TASK TO CARRY OUT
Print each record exactly, with no word added or removed.

SOURCE MATERIAL
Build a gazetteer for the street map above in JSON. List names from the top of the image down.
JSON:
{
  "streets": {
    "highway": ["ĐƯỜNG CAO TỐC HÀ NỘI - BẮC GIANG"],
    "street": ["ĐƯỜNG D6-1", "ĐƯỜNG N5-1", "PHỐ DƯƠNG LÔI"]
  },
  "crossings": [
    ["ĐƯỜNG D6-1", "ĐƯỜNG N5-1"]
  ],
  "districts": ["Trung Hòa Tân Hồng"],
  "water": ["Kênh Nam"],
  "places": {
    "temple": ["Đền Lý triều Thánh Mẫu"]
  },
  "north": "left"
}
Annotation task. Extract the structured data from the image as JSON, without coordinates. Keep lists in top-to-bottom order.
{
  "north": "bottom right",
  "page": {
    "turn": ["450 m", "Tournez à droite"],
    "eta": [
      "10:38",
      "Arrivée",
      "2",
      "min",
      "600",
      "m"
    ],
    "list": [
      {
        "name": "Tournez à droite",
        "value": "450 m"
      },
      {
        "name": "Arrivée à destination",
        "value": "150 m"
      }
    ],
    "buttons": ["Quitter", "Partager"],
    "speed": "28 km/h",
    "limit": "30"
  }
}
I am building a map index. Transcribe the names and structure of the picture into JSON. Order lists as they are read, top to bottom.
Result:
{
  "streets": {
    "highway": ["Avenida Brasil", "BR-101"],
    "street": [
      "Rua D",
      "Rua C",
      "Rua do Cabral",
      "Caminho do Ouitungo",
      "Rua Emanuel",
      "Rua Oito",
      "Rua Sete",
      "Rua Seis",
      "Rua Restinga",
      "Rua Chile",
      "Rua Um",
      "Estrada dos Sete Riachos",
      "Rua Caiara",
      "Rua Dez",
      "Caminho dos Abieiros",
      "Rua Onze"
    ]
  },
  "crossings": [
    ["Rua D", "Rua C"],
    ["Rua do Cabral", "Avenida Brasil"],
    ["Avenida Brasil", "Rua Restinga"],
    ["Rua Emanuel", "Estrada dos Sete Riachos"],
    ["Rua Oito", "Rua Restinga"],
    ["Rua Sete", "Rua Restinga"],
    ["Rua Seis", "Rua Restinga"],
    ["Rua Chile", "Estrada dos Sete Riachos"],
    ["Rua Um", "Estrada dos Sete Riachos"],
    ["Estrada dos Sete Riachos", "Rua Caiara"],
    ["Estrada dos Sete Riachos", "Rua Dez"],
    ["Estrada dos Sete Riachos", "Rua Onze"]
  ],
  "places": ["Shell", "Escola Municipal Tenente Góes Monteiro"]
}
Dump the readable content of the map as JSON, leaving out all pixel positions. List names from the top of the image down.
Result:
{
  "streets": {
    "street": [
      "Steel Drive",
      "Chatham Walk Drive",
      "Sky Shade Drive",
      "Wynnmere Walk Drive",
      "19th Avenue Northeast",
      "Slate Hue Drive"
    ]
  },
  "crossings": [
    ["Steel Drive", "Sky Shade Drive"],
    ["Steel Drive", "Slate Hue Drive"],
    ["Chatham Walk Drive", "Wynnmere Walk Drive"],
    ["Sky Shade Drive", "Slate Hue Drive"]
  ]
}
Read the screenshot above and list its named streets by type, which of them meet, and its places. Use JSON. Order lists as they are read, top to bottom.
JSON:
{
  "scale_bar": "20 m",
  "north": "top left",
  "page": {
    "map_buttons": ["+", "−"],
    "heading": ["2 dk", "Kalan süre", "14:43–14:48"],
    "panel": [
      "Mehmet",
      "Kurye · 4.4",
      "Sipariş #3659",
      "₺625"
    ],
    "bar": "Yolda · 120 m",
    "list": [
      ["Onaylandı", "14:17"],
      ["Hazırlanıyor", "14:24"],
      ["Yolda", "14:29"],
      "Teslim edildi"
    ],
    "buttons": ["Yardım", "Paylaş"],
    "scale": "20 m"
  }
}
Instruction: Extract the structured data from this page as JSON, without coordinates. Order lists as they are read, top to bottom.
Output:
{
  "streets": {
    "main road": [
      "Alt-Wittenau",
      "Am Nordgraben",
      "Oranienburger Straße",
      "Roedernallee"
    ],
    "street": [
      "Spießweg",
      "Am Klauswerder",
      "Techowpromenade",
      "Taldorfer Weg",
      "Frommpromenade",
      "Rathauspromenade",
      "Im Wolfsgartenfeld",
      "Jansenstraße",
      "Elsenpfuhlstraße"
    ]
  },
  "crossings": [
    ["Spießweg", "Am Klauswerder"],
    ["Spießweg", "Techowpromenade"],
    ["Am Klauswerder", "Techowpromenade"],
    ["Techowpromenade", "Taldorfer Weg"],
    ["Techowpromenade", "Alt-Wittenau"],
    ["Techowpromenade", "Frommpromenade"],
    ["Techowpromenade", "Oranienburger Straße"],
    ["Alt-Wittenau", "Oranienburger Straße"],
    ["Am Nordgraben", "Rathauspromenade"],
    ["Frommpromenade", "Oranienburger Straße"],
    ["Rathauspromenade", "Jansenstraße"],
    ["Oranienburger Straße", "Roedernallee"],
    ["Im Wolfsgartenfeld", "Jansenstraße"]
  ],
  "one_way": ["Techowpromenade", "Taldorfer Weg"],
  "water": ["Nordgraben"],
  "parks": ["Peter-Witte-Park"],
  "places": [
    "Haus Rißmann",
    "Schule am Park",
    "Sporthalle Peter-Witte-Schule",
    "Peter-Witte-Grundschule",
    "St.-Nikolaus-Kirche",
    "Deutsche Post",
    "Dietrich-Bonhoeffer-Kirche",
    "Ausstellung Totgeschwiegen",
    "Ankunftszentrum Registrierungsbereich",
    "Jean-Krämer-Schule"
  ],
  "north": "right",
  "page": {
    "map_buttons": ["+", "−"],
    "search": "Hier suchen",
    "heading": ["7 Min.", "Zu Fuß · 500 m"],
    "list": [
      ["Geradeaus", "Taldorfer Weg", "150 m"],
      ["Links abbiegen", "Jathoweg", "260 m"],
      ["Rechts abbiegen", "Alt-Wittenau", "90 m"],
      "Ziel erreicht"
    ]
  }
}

OUTPUT OF THE EXERCISE
Build a gazetteer for the street map above in JSON. List names from the top of the image down.
JSON:
{
  "streets": {
    "highway": ["ĐƯỜNG CAO TỐC HÀ NỘI - BẮC GIANG"],
    "street": ["ĐƯỜNG D6-1", "ĐƯỜNG N5-1", "PHỐ DƯƠNG LÔI"]
  },
  "crossings": [
    ["ĐƯỜNG D6-1", "ĐƯỜNG N5-1"]
  ],
  "districts": ["Trung Hòa Tân Hồng"],
  "water": ["Kênh Nam"],
  "places": {
    "temple": ["Đền Lý triều Thánh Mẫu"]
  },
  "north": "left"
}
Annotation task. Extract the structured data from the image as JSON, without coordinates. Keep lists in top-to-bottom order.
{
  "north": "bottom right",
  "page": {
    "turn": ["450 m", "Tournez à droite"],
    "eta": [
      "10:38",
      "Arrivée",
      "2",
      "min",
      "600",
      "m"
    ],
    "list": [
      {
        "name": "Tournez à droite",
        "value": "450 m"
      },
      {
        "name": "Arrivée à destination",
        "value": "150 m"
      }
    ],
    "buttons": ["Quitter", "Partager"],
    "speed": "28 km/h",
    "limit": "30"
  }
}
I am building a map index. Transcribe the names and structure of the picture into JSON. Order lists as they are read, top to bottom.
Result:
{
  "streets": {
    "highway": ["Avenida Brasil", "BR-101"],
    "street": [
      "Rua D",
      "Rua C",
      "Rua do Cabral",
      "Caminho do Ouitungo",
      "Rua Emanuel",
      "Rua Oito",
      "Rua Sete",
      "Rua Seis",
      "Rua Restinga",
      "Rua Chile",
      "Rua Um",
      "Estrada dos Sete Riachos",
      "Rua Caiara",
      "Rua Dez",
      "Caminho dos Abieiros",
      "Rua Onze"
    ]
  },
  "crossings": [
    ["Rua D", "Rua C"],
    ["Rua do Cabral", "Avenida Brasil"],
    ["Avenida Brasil", "Rua Restinga"],
    ["Rua Emanuel", "Estrada dos Sete Riachos"],
    ["Rua Oito", "Rua Restinga"],
    ["Rua Sete", "Rua Restinga"],
    ["Rua Seis", "Rua Restinga"],
    ["Rua Chile", "Estrada dos Sete Riachos"],
    ["Rua Um", "Estrada dos Sete Riachos"],
    ["Estrada dos Sete Riachos", "Rua Caiara"],
    ["Estrada dos Sete Riachos", "Rua Dez"],
    ["Estrada dos Sete Riachos", "Rua Onze"]
  ],
  "places": ["Shell", "Escola Municipal Tenente Góes Monteiro"]
}
Dump the readable content of the map as JSON, leaving out all pixel positions. List names from the top of the image down.
Result:
{
  "streets": {
    "street": [
      "Steel Drive",
      "Chatham Walk Drive",
      "Sky Shade Drive",
      "Wynnmere Walk Drive",
      "19th Avenue Northeast",
      "Slate Hue Drive"
    ]
  },
  "crossings": [
    ["Steel Drive", "Sky Shade Drive"],
    ["Steel Drive", "Slate Hue Drive"],
    ["Chatham Walk Drive", "Wynnmere Walk Drive"],
    ["Sky Shade Drive", "Slate Hue Drive"]
  ]
}
Read the screenshot above and list its named streets by type, which of them meet, and its places. Use JSON. Order lists as they are read, top to bottom.
JSON:
{
  "scale_bar": "20 m",
  "north": "top left",
  "page": {
    "map_buttons": ["+", "−"],
    "heading": ["2 dk", "Kalan süre", "14:43–14:48"],
    "panel": [
      "Mehmet",
      "Kurye · 4.4",
      "Sipariş #3659",
      "₺625"
    ],
    "bar": "Yolda · 120 m",
    "list": [
      ["Onaylandı", "14:17"],
      ["Hazırlanıyor", "14:24"],
      ["Yolda", "14:29"],
      "Teslim edildi"
    ],
    "buttons": ["Yardım", "Paylaş"],
    "scale": "20 m"
  }
}
Instruction: Extract the structured data from this page as JSON, without coordinates. Order lists as they are read, top to bottom.
Output:
{
  "streets": {
    "main road": [
      "Alt-Wittenau",
      "Am Nordgraben",
      "Oranienburger Straße",
      "Roedernallee"
    ],
    "street": [
      "Spießweg",
      "Am Klauswerder",
      "Techowpromenade",
      "Taldorfer Weg",
      "Frommpromenade",
      "Rathauspromenade",
      "Im Wolfsgartenfeld",
      "Jansenstraße",
      "Elsenpfuhlstraße"
    ]
  },
  "crossings": [
    ["Spießweg", "Am Klauswerder"],
    ["Spießweg", "Techowpromenade"],
    ["Am Klauswerder", "Techowpromenade"],
    ["Techowpromenade", "Taldorfer Weg"],
    ["Techowpromenade", "Alt-Wittenau"],
    ["Techowpromenade", "Frommpromenade"],
    ["Techowpromenade", "Oranienburger Straße"],
    ["Alt-Wittenau", "Oranienburger Straße"],
    ["Am Nordgraben", "Rathauspromenade"],
    ["Frommpromenade", "Oranienburger Straße"],
    ["Rathauspromenade", "Jansenstraße"],
    ["Oranienburger Straße", "Roedernallee"],
    ["Im Wolfsgartenfeld", "Jansenstraße"]
  ],
  "one_way": ["Techowpromenade", "Taldorfer Weg"],
  "water": ["Nordgraben"],
  "parks": ["Peter-Witte-Park"],
  "places": [
    "Haus Rißmann",
    "Schule am Park",
    "Sporthalle Peter-Witte-Schule",
    "Peter-Witte-Grundschule",
    "St.-Nikolaus-Kirche",
    "Deutsche Post",
    "Dietrich-Bonhoeffer-Kirche",
    "Ausstellung Totgeschwiegen",
    "Ankunftszentrum Registrierungsbereich",
    "Jean-Krämer-Schule"
  ],
  "north": "right",
  "page": {
    "map_buttons": ["+", "−"],
    "search": "Hier suchen",
    "heading": ["7 Min.", "Zu Fuß · 500 m"],
    "list": [
      ["Geradeaus", "Taldorfer Weg", "150 m"],
      ["Links abbiegen", "Jathoweg", "260 m"],
      ["Rechts abbiegen", "Alt-Wittenau", "90 m"],
      "Ziel erreicht"
    ]
  }
}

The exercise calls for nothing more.